**Action item:**
Hunt through the lines below for the string "shaded" and copy each one that has it.

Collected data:
== Segment start ==

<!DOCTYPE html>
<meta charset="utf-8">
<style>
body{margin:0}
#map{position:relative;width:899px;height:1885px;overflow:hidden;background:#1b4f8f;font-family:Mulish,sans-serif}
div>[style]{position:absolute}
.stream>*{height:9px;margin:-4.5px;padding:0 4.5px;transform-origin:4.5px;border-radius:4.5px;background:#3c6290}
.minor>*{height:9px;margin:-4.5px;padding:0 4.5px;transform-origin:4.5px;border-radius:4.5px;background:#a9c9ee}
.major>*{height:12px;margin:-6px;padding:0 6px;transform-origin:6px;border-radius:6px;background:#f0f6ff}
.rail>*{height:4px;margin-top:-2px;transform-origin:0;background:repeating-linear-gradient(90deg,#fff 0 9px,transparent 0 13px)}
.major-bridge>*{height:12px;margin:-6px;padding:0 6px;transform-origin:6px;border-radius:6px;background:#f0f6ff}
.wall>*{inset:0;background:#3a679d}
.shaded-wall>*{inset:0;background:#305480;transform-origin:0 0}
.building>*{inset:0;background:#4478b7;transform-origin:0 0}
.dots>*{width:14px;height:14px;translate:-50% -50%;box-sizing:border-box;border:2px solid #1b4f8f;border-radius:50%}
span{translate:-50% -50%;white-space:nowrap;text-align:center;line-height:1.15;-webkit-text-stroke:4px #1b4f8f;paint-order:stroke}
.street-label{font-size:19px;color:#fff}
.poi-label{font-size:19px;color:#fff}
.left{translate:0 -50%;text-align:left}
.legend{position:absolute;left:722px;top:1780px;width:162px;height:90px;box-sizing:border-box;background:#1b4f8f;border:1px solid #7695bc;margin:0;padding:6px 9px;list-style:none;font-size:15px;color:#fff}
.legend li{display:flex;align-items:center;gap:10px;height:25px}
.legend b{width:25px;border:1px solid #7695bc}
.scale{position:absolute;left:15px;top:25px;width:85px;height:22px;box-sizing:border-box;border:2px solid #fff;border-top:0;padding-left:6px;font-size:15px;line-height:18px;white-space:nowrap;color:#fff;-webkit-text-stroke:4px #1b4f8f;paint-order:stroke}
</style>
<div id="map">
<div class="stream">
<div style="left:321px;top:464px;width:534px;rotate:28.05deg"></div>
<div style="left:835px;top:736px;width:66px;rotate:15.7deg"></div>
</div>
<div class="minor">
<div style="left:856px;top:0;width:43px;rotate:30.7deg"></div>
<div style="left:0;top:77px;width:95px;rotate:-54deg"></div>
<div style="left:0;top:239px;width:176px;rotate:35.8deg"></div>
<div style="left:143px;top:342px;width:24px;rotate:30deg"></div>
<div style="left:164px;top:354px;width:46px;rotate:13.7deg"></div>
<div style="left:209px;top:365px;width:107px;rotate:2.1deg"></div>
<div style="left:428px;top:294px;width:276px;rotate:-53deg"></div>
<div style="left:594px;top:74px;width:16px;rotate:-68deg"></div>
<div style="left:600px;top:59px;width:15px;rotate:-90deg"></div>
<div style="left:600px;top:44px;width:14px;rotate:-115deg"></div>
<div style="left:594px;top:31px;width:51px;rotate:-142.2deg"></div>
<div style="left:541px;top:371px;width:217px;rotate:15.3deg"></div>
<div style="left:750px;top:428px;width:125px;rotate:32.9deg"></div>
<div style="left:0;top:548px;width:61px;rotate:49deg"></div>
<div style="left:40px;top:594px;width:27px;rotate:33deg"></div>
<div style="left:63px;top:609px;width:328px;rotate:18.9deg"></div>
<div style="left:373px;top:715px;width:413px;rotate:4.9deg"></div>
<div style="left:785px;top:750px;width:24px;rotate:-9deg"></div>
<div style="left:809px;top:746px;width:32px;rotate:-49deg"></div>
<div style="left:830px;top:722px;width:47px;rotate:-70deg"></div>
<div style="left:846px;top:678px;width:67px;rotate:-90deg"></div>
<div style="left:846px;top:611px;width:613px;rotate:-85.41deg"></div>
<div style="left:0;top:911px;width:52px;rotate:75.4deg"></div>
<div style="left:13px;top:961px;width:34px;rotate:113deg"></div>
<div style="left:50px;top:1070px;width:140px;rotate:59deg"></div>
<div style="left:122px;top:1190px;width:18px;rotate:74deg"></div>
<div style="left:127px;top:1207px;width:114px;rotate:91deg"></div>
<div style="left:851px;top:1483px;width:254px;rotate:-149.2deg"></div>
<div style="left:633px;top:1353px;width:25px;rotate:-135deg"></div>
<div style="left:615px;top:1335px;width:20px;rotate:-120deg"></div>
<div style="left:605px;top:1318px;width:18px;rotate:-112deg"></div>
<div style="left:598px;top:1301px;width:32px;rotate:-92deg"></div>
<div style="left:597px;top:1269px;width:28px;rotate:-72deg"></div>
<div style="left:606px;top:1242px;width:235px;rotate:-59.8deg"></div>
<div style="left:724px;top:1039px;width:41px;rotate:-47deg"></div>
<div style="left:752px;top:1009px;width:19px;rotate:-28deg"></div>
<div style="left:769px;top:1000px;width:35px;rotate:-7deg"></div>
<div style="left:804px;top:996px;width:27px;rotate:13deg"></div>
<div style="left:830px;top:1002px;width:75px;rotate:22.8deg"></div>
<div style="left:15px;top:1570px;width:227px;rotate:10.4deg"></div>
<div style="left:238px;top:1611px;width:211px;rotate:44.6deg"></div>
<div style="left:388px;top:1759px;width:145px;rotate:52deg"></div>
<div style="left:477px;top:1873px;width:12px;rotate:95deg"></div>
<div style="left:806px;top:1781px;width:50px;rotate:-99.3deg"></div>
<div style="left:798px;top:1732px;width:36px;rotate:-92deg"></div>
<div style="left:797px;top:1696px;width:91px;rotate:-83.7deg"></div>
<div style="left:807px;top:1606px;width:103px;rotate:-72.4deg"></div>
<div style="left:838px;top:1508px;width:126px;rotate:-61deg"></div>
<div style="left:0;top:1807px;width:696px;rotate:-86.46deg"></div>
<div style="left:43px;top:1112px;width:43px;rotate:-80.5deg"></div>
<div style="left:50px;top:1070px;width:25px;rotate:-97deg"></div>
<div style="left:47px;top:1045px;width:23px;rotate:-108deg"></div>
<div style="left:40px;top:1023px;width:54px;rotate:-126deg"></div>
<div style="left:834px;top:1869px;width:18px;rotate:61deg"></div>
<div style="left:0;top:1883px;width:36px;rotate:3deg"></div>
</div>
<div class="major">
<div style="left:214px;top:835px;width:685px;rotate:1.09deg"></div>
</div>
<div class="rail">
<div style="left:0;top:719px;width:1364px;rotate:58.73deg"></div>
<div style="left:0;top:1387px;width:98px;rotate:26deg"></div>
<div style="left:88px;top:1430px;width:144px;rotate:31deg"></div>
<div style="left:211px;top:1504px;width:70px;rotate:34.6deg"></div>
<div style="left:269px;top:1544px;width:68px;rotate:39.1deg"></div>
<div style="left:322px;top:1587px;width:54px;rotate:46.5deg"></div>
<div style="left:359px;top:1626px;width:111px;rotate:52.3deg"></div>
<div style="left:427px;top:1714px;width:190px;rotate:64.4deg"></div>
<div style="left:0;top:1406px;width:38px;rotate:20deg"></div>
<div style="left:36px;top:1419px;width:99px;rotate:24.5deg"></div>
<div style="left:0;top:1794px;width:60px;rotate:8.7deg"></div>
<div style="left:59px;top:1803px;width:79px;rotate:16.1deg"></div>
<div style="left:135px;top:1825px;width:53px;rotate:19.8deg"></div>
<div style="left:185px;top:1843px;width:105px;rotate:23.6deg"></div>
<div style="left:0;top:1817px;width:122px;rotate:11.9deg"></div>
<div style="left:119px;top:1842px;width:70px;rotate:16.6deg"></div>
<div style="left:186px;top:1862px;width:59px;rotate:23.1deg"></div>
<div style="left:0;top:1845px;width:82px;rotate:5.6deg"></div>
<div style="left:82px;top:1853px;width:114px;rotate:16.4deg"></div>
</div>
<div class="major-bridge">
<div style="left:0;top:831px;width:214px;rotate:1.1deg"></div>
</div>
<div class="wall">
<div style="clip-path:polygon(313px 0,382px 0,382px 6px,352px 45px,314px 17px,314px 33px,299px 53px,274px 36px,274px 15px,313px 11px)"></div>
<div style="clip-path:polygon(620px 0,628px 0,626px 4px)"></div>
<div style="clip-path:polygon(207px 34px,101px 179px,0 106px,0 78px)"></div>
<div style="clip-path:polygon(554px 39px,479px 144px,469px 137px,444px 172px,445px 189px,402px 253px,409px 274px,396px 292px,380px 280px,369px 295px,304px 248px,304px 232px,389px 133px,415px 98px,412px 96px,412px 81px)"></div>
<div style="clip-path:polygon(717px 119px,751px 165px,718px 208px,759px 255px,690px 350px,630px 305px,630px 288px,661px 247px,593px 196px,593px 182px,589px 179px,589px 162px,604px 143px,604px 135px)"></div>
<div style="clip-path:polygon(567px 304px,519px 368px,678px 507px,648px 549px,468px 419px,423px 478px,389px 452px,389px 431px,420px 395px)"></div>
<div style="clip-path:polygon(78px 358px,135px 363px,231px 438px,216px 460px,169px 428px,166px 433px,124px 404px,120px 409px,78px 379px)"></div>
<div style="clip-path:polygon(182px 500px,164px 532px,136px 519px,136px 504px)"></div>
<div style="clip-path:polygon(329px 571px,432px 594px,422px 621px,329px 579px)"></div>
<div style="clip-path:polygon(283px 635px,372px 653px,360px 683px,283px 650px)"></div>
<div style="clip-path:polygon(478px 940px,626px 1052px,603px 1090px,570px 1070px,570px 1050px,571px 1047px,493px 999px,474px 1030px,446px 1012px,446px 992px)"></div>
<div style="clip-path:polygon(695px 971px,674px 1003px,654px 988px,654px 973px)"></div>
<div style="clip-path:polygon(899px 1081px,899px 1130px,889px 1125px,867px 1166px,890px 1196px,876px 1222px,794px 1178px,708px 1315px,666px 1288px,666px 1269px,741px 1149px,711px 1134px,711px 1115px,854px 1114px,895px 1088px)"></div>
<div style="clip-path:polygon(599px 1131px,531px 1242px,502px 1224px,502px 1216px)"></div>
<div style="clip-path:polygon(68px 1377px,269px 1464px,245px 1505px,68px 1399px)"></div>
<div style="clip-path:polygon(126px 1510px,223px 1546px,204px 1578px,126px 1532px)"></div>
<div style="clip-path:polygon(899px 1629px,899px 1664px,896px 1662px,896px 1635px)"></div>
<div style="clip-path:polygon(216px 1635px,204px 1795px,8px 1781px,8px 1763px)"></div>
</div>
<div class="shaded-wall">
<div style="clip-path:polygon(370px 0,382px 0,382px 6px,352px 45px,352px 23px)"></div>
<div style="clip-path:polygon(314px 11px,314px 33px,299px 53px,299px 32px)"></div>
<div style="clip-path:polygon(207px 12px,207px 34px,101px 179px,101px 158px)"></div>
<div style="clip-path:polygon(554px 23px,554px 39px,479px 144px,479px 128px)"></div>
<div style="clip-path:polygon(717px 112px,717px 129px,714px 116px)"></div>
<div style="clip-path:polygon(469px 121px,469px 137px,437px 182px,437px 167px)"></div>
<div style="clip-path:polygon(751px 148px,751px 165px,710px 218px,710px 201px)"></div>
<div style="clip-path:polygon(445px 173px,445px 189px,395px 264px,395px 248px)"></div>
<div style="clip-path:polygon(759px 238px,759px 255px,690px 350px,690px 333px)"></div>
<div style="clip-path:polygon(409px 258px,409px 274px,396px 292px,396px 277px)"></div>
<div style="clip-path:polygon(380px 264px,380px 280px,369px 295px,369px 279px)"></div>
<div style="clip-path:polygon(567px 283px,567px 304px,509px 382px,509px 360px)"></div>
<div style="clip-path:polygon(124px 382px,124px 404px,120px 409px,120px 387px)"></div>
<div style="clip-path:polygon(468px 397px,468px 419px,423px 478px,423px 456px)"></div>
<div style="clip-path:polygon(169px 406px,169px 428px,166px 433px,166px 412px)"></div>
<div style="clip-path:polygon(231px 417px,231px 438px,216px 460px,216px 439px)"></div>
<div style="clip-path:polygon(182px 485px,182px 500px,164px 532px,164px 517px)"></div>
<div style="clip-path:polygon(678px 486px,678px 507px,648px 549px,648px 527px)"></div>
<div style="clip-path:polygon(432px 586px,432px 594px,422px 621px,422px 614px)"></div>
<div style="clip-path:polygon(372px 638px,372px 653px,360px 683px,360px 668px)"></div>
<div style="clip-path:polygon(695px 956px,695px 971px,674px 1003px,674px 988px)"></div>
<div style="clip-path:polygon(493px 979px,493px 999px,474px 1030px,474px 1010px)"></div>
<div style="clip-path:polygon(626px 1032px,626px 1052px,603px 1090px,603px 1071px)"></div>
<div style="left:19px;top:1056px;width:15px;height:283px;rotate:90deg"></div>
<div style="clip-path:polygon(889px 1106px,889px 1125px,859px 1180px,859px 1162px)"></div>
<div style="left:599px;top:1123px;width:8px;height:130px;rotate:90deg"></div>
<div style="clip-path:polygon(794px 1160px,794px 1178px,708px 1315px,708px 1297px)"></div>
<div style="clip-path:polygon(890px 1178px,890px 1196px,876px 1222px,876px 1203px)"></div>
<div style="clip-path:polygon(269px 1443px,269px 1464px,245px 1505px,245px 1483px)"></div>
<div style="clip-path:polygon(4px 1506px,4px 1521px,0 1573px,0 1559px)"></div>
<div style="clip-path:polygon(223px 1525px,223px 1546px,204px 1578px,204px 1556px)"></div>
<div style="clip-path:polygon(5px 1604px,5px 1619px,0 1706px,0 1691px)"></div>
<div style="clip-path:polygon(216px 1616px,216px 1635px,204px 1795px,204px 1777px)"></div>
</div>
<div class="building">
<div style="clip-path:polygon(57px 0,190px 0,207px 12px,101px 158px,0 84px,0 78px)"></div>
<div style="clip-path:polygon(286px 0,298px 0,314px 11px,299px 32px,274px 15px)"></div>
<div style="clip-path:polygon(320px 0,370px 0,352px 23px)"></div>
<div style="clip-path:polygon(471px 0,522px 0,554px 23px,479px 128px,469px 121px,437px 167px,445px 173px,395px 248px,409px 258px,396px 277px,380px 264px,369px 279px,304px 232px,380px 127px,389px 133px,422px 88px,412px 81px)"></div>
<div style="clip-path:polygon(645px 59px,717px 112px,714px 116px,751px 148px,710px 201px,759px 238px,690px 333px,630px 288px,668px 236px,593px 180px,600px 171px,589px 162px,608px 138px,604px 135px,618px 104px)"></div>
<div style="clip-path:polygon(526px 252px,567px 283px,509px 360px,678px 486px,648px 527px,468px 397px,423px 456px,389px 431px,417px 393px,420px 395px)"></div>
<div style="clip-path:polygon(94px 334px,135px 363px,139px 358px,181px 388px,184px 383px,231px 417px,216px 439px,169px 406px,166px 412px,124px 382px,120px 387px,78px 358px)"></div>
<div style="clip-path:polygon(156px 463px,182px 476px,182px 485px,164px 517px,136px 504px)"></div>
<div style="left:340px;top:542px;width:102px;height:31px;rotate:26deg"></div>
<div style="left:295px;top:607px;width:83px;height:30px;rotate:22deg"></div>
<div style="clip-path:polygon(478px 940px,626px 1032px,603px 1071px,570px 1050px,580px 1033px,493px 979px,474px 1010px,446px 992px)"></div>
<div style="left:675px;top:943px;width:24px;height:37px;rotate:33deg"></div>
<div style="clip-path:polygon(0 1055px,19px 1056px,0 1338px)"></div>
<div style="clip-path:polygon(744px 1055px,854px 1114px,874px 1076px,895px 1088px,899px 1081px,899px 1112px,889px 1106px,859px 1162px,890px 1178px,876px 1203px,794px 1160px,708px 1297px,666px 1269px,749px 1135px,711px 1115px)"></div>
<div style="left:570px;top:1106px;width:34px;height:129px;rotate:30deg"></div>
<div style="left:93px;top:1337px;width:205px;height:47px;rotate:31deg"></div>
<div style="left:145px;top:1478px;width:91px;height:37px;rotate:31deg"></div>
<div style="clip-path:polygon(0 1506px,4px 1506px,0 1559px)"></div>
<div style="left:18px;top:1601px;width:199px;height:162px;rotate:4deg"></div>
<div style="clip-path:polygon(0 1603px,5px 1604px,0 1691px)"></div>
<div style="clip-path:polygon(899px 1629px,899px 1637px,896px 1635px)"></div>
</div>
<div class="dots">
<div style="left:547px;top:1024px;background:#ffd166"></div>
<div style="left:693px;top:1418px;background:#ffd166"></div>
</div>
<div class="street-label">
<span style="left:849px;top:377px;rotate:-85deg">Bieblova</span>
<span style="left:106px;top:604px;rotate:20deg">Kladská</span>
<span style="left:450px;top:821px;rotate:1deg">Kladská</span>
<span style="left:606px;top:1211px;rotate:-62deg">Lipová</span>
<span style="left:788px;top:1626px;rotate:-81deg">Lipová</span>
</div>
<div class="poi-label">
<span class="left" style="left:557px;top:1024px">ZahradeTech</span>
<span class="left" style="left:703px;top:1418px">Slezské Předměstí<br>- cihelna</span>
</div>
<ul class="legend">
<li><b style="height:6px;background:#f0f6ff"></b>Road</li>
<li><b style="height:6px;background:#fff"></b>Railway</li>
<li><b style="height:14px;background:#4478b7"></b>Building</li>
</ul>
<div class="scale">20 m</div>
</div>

== Segment end ==

**Solution for this problem:**
.shaded-wall>*{inset:0;background:#305480;transform-origin:0 0}
<div class="shaded-wall">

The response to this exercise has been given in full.